__Excerpted data__.
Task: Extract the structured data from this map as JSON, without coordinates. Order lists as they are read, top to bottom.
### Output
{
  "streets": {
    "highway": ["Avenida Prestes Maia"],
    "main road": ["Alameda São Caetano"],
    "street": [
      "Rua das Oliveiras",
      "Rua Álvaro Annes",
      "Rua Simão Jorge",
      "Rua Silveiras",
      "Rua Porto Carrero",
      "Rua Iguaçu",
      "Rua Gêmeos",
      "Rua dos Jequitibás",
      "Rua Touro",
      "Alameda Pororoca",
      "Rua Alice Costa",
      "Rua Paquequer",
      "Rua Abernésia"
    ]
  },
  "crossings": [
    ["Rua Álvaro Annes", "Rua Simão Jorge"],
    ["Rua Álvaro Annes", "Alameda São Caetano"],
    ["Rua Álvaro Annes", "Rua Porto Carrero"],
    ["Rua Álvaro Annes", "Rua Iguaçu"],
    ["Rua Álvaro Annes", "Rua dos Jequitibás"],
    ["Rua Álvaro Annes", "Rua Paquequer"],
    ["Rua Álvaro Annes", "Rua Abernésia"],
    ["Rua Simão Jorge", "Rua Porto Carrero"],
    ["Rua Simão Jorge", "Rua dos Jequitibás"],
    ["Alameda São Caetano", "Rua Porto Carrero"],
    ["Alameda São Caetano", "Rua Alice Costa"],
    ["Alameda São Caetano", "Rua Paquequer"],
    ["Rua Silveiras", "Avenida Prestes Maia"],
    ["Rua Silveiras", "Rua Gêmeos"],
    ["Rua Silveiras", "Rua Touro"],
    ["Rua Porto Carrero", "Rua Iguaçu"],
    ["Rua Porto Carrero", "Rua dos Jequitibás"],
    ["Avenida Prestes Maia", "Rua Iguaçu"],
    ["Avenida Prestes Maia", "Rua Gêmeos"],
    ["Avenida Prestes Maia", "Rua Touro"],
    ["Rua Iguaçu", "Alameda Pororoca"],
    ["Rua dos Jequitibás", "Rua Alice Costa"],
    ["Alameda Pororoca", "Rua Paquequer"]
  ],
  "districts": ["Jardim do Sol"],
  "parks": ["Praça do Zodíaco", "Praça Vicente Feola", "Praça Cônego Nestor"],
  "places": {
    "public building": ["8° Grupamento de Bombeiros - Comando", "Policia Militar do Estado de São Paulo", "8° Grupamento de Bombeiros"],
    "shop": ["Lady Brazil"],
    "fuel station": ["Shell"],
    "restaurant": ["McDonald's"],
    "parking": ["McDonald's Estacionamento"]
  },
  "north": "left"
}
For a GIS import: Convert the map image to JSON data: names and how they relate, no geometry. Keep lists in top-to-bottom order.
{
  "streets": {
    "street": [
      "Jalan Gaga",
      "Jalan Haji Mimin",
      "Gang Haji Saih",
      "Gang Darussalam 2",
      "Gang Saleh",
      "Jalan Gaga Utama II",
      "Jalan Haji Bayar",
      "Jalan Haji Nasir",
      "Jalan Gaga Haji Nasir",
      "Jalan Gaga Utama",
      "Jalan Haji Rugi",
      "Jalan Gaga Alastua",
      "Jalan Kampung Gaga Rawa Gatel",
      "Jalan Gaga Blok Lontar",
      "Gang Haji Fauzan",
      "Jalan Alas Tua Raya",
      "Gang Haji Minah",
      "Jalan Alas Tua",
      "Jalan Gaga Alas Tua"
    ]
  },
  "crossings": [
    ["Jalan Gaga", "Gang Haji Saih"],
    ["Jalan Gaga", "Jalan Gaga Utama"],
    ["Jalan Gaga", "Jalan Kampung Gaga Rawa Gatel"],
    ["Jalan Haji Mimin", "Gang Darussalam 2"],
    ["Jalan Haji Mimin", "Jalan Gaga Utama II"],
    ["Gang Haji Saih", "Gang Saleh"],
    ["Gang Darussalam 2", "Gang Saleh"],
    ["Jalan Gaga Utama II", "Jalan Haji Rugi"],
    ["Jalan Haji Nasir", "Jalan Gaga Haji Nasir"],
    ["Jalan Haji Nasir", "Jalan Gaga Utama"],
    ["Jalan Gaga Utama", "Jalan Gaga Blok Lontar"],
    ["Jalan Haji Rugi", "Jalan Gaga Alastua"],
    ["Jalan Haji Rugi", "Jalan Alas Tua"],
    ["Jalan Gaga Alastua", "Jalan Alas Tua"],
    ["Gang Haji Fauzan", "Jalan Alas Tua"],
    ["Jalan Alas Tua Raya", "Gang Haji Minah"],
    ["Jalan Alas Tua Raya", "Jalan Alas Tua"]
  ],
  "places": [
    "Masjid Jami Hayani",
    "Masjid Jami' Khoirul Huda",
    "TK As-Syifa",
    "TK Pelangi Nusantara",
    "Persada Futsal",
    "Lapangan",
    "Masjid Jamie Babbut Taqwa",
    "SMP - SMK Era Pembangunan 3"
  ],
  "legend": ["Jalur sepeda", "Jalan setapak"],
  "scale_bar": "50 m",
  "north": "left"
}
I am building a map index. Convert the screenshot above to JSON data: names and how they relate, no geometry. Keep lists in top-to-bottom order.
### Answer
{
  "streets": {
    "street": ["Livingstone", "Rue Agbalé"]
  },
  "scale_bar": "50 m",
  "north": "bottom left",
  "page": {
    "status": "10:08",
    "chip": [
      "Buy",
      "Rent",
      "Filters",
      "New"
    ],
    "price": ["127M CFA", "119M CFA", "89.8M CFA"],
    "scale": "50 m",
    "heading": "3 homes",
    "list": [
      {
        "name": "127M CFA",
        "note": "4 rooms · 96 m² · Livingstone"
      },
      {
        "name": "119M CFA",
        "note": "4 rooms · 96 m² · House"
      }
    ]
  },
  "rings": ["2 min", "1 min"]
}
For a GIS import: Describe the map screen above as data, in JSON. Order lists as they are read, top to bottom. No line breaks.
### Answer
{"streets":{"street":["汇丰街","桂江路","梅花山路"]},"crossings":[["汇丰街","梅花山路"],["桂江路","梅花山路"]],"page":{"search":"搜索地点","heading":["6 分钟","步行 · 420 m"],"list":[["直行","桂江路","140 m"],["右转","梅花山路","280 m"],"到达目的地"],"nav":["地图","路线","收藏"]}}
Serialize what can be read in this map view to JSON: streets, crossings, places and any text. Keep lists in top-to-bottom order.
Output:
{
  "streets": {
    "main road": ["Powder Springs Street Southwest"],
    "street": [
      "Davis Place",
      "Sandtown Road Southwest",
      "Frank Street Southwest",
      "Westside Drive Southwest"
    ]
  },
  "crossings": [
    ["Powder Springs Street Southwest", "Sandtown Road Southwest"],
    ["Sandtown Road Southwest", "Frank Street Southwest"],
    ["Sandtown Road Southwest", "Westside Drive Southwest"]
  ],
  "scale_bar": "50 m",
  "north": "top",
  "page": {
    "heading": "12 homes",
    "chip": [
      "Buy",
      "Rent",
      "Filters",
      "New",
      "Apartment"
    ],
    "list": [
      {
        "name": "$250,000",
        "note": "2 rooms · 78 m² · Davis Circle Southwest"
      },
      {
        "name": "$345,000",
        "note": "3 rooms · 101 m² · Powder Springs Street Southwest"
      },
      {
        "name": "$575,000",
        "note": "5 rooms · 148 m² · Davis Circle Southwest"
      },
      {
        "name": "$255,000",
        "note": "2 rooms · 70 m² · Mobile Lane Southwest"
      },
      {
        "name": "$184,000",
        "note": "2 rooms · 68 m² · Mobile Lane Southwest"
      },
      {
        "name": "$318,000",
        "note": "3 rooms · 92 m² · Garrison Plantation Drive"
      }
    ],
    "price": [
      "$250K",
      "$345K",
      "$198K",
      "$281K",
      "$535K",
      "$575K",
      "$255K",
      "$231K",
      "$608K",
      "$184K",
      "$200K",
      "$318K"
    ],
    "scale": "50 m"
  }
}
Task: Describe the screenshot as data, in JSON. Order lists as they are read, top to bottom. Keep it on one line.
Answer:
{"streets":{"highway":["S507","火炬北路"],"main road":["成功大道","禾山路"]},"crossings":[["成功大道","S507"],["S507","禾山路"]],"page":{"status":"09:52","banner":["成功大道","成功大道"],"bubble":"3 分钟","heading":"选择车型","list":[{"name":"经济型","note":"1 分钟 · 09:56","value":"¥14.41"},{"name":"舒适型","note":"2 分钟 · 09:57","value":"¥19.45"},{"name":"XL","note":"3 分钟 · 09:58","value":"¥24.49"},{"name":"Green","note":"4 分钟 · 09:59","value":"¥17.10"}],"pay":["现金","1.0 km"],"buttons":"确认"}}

__What you need to do__. Find how many lines of the listing include the word "page", and state that number by itself.

__Your solution__. 4